I will repeat what I have said in my 1st message if I can help on giving information about the Timeshare industry coming in this forum I will do it. If somebody need information about us, then I will be happy to give it. We have nothing to hide, and I will try to prove it.


----------



## Keitht (Jun 4, 2008)

I'm note sure whether there is a language problem here, but nobody has said anything in this thread which claims that World Class VIP is not legitimate.  
I for one would be delighted to have input from a company, and particularly from a person within that company who is in a position to speak freely and not have to toe the company line and provide set answers.
Providing a cooling off period at a time when it wasn't a legal requirement certainly sets the company in a good light.  I am certainly aware of other companies who don't allow access to their systems until membership is finalised.


----------



## Passepartout (Jun 4, 2008)

manutamy, the OP posted here looking for advice. s/he was given the standard advice to research any questions before spending a lot of money. No one here was/is familiar with your product. I went to your website, and found little that would tempt me to buy or answer questions. I saw one resort, not 16, and a drawing at that. The only photo was of a very ordinary looking condo block.

You say your response won't be posted. Well, it was. You call people here 'scumbags'. I don't think so.

I don't think anybody here was trying to fleece anyone for $7000 on something that could be had for much less. You have your marketing costs, and thank goodness for folks who buy from people like you, because that is where the resale timeshares we love come from.

Good luck, and I still hope carolejohn rescinds.

Jim Ricks

By the way, I will be nearby in October. What goodies do you give to attend a presentation?


----------



## manutamy (Jun 4, 2008)

Passepartout: 
I didn't say that my response won't be posted and I didn't call  people here "scumbags" I said a complete different thing.

The Miraflores Beach & C.C is not exactly a simple condo as you say but one of the bests resorts in the costa del sol!

You cannot almost find any resale on weeks from MB&CC, but if you find one then buy it, like that I would have one more member ehehehe...

The fact you can't see 16 but only one resort is only because it's our home resort, but we own weeks even in USA.   

We do not give any "goodies" but you are welcome to our offices to attend a presentation if you want and maybe join our club! who knows?
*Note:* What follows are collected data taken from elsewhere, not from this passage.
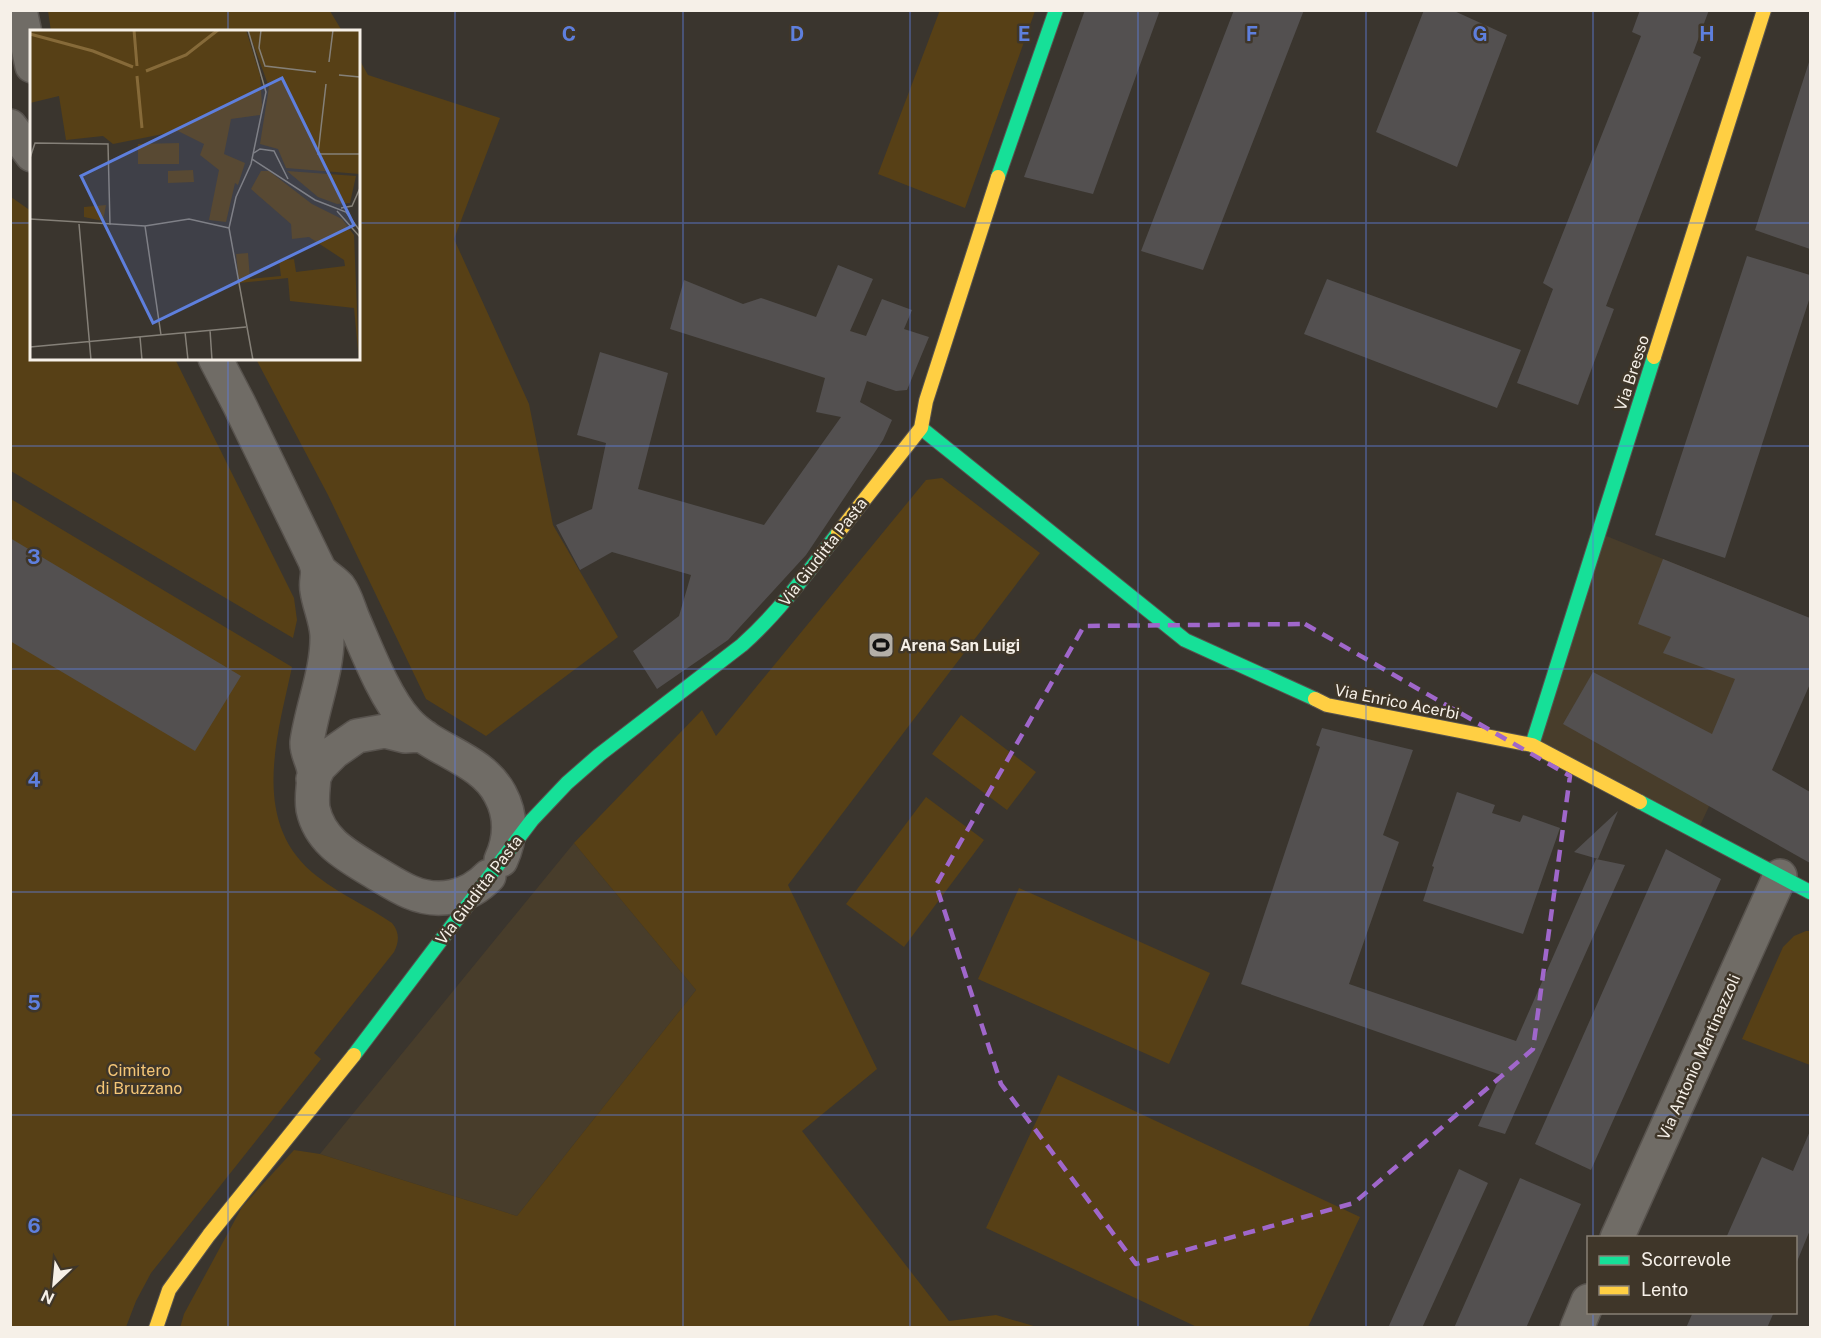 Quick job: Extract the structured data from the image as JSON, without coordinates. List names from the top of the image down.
{
  "streets": {
    "street": [
      "Via Bresso",
      "Via Giuditta Pasta",
      "Via Enrico Acerbi",
      "Via Antonio Martinazzoli"
    ]
  },
  "crossings": [
    ["Via Bresso", "Via Enrico Acerbi"],
    ["Via Giuditta Pasta", "Via Enrico Acerbi"],
    ["Via Enrico Acerbi", "Via Antonio Martinazzoli"]
  ],
  "parks": ["Cimitero di Bruzzano"],
  "places": {
    "sports": ["Arena San Luigi"]
  },
  "legend": ["Scorrevole", "Lento"],
  "north": "bottom left",
  "grid": {
    "columns": [
      "C",
      "D",
      "E",
      "F",
      "G",
      "H"
    ],
    "rows": [
      "3",
      "4",
      "5",
      "6"
    ]
  }
} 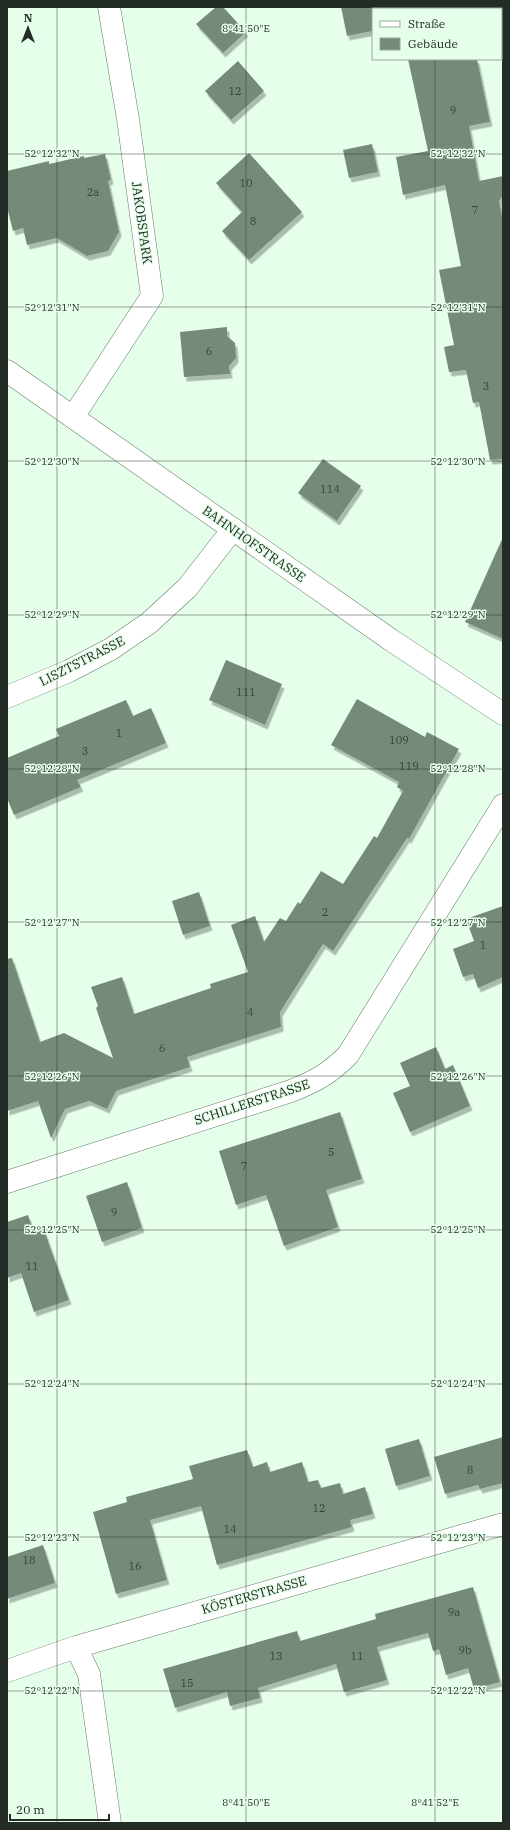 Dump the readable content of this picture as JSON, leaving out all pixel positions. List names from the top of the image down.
{
  "streets": {
    "street": [
      "JAKOBSPARK",
      "BAHNHOFSTRASSE",
      "LISZTSTRASSE",
      "SCHILLERSTRASSE",
      "KÖSTERSTRASSE"
    ]
  },
  "crossings": [
    ["JAKOBSPARK", "BAHNHOFSTRASSE"],
    ["BAHNHOFSTRASSE", "LISZTSTRASSE"]
  ],
  "house_numbers": [
    "12",
    "9",
    "10",
    "2a",
    "7",
    "8",
    "6",
    "3",
    "114",
    "111",
    "1",
    "109",
    "3",
    "119",
    "2",
    "1",
    "4",
    "6",
    "5",
    "7",
    "9",
    "11",
    "8",
    "12",
    "14",
    "18",
    "16",
    "9a",
    "9b",
    "13",
    "11",
    "15"
  ],
  "legend": ["Straße", "Gebäude"],
  "scale_bar": "20 m",
  "north": "top",
  "coordinates": [
    "8°41'50\"E",
    "52°12'32\"N",
    "52°12'31\"N",
    "52°12'30\"N",
    "52°12'29\"N",
    "52°12'28\"N",
    "52°12'27\"N",
    "52°12'26\"N",
    "52°12'25\"N",
    "52°12'24\"N",
    "52°12'23\"N",
    "52°12'22\"N",
    "8°41'52\"E"
  ]
} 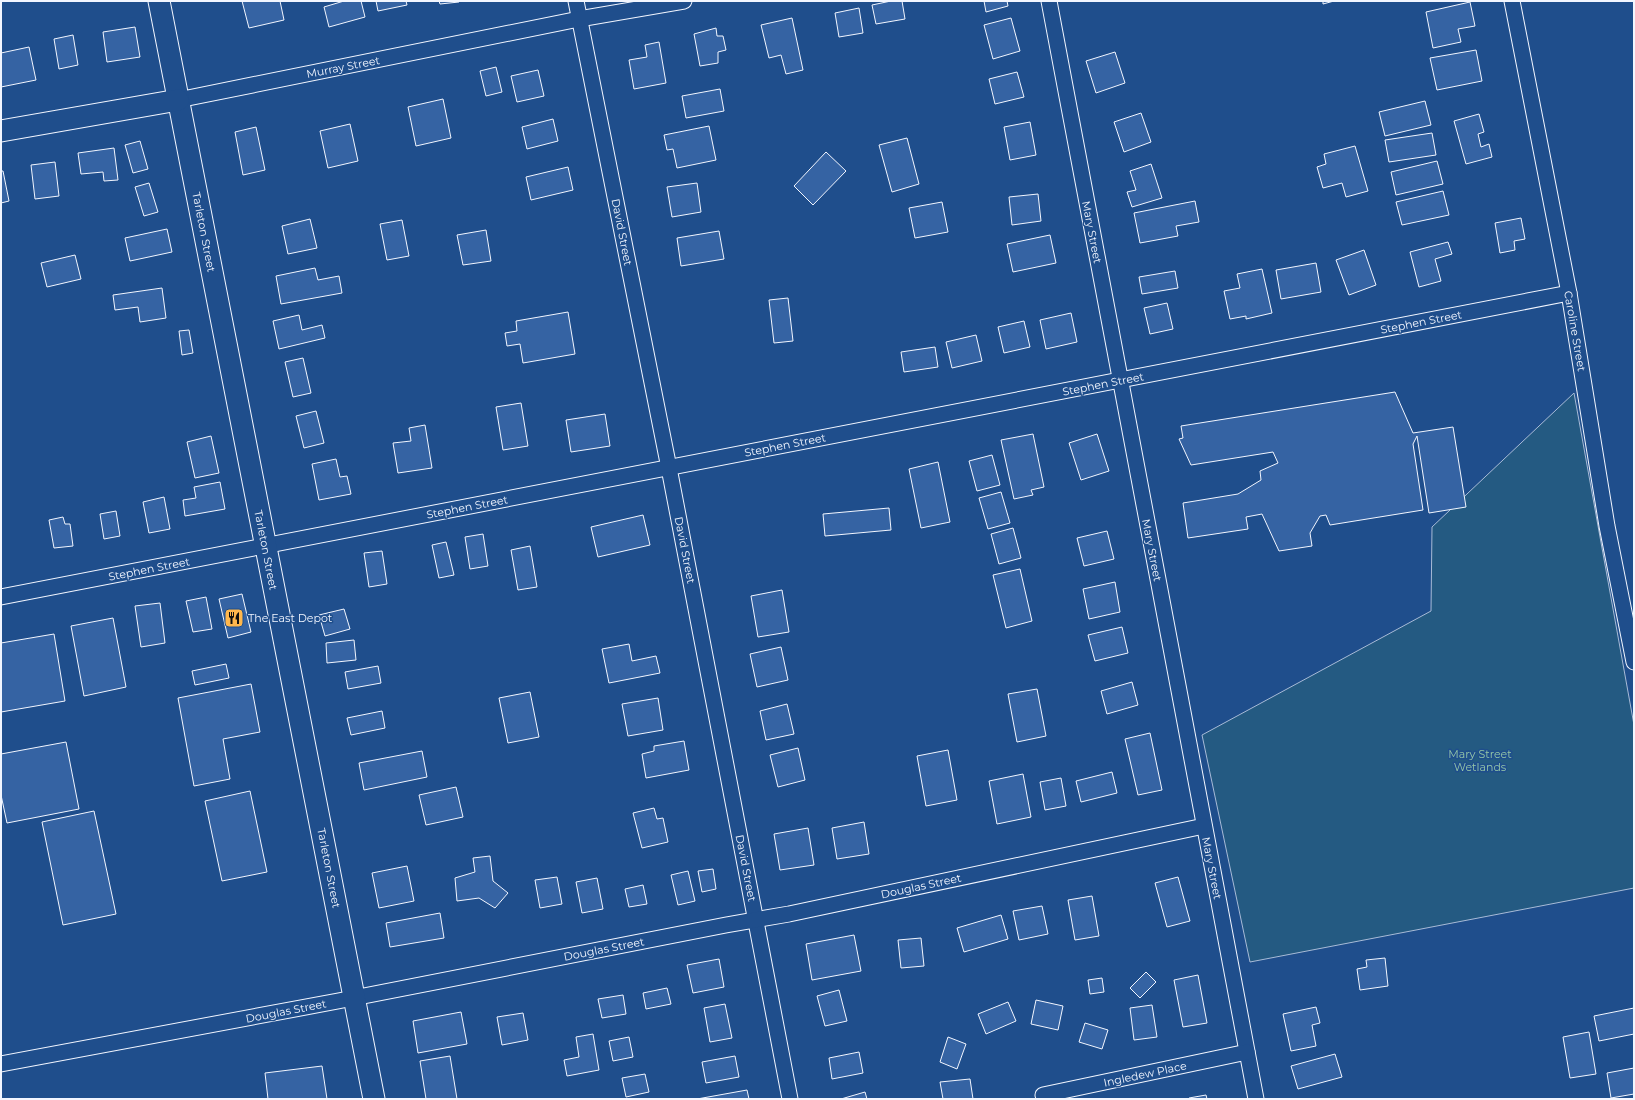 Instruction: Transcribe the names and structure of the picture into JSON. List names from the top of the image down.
{
  "streets": {
    "main road": ["Murray Street", "Tarleton Street"],
    "street": [
      "David Street",
      "Mary Street",
      "Stephen Street",
      "Caroline Street",
      "Douglas Street",
      "Ingledew Place"
    ]
  },
  "crossings": [
    ["Murray Street", "Tarleton Street"],
    ["Murray Street", "David Street"],
    ["Tarleton Street", "Stephen Street"],
    ["Tarleton Street", "Douglas Street"],
    ["David Street", "Stephen Street"],
    ["David Street", "Douglas Street"],
    ["Mary Street", "Stephen Street"],
    ["Mary Street", "Douglas Street"],
    ["Mary Street", "Ingledew Place"],
    ["Stephen Street", "Caroline Street"]
  ],
  "parks": ["Mary Street Wetlands"],
  "places": {
    "restaurant": ["The East Depot"]
  }
}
bests regards to all and thank for this exchange of opinions.


----------



## brucecz (Jun 6, 2008)

Seing you have a forum here instead of mostly posting generalities, why don't you do everyone a favor and clue us in on what your product really consists of that you say that are so pround of?

What resorts are in your inventory? Were does most of your inventory come from?  What are the various rates, fees for using weeks, etc. 

Does this operate more like a travel Club than a timeshare? Is this a RTU? Do you have burn weeks? What exchange groups if any do your customers  do any types of exchanges with? What if any ongoing yearly fees are there per week of membership(ownership).   

To help me and others from the USA  in a effort to better understand your product what is the best value you are offering in the US for a single vacation in regards to unit size, location and cost?

Thank you in advance for providing factual detailed questions asked above.

IMHO untill a customer fully understands any product, they can not make a valid judgement on what it is truely worth. 

So any company could be legally correct and proper but vastly overpriced for what the customer gets. 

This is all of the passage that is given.